Creative Workshop and the exhibition “Dreaming the End”

On Sunday, May 14th at 4 pm the Fondazione Memmo will host an educational workshop for children between 5 and 11 years old: an interactive path to put the youngest in contact with contemporary art and the exhibition “Dreaming the End” by Sin Wai Kin, curated by Alessio Antoniolli.

The fee (10 euros) will be entirely donated to Theodora Onlus Foundation. For information and reservations: f_campli@yahoo.com.

The MEMMO Foundation in Rome opens its doors to the public to introduce the creative activity of a young North American artist. From 4 May to 29 October, the premises of the Foundation will host “Dreaming the end“, the first solo exhibition of SIN WAI KIN in Italy. Thanks to the work of the new curator Alessio Antoniolli, former director of Gasworks and Triangle Network, and recently joined the Foundation’s working group, it will be possible to get to know the work of this “nouvelle Vogue” of the artistic world.

The exhibition mainly takes place in one room, where a 21-minute video is projected and repeated in an infinite loop. In the video SIN WAI KIN plays with the visual artistic language to convey to the public a deconstructed and constantly evolving vision of the self and does so through its dreamlike poetics.
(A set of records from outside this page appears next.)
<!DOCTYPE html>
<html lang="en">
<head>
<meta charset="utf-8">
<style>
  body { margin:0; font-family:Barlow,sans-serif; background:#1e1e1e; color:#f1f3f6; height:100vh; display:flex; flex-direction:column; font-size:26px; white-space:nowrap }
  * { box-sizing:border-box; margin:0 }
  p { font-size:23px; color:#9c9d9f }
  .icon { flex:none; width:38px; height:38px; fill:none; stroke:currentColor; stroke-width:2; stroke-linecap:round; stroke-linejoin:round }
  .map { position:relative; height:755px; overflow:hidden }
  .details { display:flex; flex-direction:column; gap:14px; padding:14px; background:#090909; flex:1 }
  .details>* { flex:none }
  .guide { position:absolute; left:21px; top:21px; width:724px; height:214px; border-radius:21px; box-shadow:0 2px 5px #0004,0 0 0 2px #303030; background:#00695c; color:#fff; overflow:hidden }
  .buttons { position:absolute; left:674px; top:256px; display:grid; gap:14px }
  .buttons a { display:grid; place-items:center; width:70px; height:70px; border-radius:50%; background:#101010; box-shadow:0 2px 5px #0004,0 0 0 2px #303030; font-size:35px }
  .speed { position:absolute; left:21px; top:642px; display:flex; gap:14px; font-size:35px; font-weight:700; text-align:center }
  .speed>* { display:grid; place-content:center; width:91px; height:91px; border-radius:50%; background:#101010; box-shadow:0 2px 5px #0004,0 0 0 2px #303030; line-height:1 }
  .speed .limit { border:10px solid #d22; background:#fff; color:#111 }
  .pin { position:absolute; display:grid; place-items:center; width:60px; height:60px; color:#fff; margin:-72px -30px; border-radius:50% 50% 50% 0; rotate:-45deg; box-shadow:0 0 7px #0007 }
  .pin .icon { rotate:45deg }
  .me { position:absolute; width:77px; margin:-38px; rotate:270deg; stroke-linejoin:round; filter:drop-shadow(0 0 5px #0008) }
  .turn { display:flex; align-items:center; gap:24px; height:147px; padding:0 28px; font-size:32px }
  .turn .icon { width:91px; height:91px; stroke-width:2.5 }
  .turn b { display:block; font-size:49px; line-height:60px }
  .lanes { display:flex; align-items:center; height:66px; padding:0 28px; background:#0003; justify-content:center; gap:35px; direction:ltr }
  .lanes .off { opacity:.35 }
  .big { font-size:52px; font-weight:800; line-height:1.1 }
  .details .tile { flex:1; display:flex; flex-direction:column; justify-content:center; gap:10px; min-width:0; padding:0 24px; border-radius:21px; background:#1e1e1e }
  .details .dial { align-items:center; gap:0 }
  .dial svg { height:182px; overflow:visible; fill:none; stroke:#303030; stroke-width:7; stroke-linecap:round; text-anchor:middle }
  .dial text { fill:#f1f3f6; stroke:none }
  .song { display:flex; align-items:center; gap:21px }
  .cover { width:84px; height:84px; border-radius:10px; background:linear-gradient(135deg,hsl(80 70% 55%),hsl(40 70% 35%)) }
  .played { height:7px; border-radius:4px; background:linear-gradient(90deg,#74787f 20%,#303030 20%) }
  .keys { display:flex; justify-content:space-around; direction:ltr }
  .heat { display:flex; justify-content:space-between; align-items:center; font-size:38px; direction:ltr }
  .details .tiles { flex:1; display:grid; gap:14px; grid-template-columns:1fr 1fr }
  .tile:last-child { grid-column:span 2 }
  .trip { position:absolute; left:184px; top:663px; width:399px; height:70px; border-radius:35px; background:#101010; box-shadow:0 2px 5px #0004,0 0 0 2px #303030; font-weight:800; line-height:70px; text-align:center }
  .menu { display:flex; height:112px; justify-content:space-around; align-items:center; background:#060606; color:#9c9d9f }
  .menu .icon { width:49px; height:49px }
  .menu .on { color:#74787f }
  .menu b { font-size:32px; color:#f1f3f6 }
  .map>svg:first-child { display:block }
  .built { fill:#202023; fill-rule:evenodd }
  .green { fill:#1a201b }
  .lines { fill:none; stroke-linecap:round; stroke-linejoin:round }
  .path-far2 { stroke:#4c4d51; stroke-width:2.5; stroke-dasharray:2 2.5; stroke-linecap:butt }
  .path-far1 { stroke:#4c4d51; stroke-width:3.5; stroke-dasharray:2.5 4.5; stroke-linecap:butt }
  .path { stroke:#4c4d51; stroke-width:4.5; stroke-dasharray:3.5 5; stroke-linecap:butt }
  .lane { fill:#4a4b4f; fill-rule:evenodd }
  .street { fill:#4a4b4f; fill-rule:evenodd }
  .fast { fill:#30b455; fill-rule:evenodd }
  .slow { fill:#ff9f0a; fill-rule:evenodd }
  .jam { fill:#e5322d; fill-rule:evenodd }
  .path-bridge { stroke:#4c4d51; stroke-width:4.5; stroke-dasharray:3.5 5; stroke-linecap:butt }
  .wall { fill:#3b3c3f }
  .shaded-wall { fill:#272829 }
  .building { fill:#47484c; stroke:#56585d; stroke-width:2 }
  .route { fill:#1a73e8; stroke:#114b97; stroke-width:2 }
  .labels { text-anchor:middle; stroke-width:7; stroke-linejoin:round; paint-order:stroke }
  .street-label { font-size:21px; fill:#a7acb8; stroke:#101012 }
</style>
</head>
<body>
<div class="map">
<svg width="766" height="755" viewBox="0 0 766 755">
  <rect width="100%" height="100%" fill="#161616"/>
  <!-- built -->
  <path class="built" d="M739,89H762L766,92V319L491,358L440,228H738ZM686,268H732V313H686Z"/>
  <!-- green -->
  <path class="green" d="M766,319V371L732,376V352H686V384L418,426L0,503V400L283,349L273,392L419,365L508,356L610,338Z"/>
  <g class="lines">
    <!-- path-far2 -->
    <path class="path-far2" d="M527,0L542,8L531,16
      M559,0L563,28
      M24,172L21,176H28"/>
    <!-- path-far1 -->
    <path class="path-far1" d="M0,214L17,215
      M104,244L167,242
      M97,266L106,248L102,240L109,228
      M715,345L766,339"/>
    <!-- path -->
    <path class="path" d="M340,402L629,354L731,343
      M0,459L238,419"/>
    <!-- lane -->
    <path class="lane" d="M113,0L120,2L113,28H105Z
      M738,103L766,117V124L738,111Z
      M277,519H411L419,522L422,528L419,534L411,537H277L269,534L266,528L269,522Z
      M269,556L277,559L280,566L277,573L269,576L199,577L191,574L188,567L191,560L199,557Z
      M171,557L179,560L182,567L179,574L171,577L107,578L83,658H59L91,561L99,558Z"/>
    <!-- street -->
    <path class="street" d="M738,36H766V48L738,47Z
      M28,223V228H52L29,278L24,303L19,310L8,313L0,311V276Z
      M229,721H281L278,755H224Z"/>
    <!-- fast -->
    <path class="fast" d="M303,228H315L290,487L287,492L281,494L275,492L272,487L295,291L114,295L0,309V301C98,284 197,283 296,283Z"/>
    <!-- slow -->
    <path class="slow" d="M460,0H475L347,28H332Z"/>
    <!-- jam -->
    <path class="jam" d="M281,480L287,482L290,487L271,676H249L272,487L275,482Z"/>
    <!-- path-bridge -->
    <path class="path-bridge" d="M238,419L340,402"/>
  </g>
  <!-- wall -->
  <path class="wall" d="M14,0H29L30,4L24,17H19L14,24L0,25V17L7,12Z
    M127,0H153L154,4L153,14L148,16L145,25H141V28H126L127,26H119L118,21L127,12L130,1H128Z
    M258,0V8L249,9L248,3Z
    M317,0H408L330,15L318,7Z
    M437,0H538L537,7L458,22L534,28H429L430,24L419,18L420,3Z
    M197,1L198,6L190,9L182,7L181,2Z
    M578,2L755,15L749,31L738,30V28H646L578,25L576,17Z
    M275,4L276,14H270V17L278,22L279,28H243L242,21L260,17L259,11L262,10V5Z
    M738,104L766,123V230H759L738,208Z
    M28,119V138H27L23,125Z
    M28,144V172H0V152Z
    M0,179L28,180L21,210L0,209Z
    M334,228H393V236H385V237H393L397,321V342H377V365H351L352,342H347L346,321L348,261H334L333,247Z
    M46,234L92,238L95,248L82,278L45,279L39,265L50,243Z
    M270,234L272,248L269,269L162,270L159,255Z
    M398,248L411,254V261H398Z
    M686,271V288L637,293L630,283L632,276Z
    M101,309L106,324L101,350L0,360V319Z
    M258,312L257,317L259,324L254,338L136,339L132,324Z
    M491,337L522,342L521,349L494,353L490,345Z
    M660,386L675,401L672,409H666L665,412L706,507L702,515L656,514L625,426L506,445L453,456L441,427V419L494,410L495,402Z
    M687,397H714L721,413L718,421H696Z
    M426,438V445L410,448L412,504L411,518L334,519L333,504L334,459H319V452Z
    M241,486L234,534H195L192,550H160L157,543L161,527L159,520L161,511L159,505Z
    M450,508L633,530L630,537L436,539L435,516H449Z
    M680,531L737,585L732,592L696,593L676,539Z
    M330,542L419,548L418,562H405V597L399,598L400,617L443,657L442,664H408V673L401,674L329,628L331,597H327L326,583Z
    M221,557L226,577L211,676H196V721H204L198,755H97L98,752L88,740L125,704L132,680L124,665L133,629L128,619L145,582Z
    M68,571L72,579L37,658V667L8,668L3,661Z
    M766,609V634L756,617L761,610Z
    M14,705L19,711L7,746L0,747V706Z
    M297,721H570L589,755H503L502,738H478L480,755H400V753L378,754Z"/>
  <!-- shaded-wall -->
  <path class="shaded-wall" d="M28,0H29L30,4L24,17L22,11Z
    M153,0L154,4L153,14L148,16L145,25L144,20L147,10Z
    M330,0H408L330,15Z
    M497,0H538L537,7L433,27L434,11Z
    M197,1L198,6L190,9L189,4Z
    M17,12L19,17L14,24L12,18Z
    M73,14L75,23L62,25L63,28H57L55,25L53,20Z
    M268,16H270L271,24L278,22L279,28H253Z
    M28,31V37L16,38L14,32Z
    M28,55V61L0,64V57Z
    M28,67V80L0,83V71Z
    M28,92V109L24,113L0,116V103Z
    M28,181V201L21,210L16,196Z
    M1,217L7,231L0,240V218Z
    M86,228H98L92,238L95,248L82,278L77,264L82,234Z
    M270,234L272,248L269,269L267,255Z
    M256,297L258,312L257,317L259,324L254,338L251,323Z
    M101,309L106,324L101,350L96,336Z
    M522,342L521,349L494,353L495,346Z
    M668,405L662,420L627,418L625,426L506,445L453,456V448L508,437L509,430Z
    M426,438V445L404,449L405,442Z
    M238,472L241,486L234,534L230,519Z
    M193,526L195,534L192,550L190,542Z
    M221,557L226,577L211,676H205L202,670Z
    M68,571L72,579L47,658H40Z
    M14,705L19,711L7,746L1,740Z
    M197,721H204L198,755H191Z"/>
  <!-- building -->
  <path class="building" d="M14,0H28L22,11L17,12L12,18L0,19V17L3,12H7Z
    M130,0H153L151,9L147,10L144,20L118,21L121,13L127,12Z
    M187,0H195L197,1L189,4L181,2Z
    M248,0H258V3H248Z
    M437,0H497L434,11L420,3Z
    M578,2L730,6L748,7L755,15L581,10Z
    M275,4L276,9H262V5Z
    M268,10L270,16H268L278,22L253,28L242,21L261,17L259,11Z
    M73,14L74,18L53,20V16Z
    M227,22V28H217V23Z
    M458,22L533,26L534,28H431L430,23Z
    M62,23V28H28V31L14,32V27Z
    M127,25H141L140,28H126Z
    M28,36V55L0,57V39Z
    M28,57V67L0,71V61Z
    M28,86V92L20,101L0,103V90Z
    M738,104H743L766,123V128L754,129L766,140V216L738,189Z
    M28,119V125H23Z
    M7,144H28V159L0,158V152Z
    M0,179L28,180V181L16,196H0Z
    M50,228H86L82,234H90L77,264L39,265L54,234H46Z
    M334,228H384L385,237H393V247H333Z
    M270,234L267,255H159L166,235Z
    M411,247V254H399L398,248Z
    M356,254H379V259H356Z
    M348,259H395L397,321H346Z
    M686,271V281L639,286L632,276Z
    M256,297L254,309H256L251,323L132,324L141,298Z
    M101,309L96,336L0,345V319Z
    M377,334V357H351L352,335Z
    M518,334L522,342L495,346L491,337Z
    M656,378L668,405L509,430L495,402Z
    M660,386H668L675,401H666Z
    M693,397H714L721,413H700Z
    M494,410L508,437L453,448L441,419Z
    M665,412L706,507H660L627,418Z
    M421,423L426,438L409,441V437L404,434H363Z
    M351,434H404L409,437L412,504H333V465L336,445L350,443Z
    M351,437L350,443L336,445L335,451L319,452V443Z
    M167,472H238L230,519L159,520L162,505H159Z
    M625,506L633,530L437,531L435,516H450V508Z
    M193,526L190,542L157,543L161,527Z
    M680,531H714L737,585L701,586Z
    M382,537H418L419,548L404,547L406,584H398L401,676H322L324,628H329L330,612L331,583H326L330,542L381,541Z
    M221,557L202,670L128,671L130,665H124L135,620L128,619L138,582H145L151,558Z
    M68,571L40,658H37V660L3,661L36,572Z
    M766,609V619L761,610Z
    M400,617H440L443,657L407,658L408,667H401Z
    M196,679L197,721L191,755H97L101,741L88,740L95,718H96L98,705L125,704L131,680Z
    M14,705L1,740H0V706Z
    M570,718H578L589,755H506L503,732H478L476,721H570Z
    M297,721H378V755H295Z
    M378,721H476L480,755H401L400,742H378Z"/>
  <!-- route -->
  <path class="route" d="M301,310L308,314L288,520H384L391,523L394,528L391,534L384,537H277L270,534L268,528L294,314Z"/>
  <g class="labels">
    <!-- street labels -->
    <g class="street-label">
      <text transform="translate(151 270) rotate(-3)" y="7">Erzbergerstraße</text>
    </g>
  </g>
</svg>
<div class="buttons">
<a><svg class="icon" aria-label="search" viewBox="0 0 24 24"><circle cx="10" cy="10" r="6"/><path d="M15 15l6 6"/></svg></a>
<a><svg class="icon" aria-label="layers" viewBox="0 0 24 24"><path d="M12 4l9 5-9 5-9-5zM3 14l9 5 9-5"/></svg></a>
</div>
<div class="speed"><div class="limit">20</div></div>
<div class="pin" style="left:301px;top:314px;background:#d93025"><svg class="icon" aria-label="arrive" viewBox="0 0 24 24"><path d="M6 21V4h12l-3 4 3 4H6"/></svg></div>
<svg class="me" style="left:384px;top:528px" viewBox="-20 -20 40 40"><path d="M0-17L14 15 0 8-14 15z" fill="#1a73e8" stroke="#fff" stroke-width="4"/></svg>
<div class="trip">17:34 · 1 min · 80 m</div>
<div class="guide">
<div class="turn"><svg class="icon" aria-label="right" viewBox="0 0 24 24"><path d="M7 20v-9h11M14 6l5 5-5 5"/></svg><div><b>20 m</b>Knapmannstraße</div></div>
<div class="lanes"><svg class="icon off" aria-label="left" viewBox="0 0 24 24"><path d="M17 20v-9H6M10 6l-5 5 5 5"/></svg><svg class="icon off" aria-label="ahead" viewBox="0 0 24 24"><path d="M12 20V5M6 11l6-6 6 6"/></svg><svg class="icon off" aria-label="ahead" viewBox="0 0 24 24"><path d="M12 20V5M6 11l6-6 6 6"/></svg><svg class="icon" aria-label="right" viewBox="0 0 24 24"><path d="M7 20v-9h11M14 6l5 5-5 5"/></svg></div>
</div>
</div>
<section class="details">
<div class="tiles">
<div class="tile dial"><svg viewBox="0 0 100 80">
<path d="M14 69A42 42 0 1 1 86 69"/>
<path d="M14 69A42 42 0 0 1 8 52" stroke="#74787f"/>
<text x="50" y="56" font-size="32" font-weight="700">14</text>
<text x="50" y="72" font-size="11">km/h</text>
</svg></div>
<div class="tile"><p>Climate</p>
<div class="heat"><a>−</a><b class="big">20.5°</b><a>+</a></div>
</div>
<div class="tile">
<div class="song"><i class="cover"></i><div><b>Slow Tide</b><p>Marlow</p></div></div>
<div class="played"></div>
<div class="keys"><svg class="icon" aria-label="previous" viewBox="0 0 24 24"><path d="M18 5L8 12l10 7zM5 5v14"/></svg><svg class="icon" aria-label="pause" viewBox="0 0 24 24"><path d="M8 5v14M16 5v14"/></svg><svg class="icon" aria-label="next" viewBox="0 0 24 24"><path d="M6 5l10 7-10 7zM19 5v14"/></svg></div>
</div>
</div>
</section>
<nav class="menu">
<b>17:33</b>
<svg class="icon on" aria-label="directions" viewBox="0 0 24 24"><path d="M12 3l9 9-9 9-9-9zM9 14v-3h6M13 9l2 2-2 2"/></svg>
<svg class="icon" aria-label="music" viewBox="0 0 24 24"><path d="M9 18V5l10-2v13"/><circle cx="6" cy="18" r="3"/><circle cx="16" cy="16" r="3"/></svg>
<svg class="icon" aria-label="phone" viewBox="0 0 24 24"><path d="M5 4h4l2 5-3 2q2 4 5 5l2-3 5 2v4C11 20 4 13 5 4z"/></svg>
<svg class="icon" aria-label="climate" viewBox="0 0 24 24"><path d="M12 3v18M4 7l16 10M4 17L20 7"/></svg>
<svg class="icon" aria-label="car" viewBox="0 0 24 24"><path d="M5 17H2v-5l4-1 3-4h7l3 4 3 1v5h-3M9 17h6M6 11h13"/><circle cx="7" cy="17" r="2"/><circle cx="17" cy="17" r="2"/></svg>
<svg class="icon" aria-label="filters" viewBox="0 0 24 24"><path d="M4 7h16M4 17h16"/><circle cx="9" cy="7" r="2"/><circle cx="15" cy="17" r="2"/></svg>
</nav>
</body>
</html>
The artist presents himself differently in the minutes of filming, changing hairstyles and modifying his face, thanks to the skilful use of make-up, especially on the face, there are also changes of clothes, all used in perfect symbiosis with the surrounding world and with what it wants to represent to visitors, i.e. a continuous change of the person and the world around him. The video was made in Rome, a city which, by the artist’s own admission during the presentation, lent itself perfectly to his artistic-creative idea, where the past blends naturally with the present. Between Villa Medici, the historic residence and headquarters of the French Academy, the Square Colosseum of Eur and the interiors of Palazzo Ruspoli, the whimsical young WAI KIN moves upstairs, walks through the labyrinths of the park and converses with the statues and with her itself.

Particularly effective is the moment of dialogue, also in a sort of loop, with the head of the statue of Janus Two-faced, which has always been considered the representation of ambivalence, change and transitions. The other room of the MEMMO Foundation displays the stage equipment, the wigs used by the Canadian for her characters and some handkerchiefs with face casts imprinted on them, all different from each other due to the tricks used from time to time to create her personages. The exhibition will see the simultaneous creation of a publication in the form of a photo novel, an expression that for years has been used to tell stories in Italy especially during the 60s, 70s and 80s and which appears to be very similar to the expressive language by the same artist. The proposed visual philosophical experience is very strong and impactful and will certainly leave the public displaced, who will find this method incisive and certainly unconventional but which cannot fail to attract their curiosity by leaving deep reflections. The spaces of the Foundation will be open free of charge from Monday to Sunday from 11 to 18, except Tuesdays.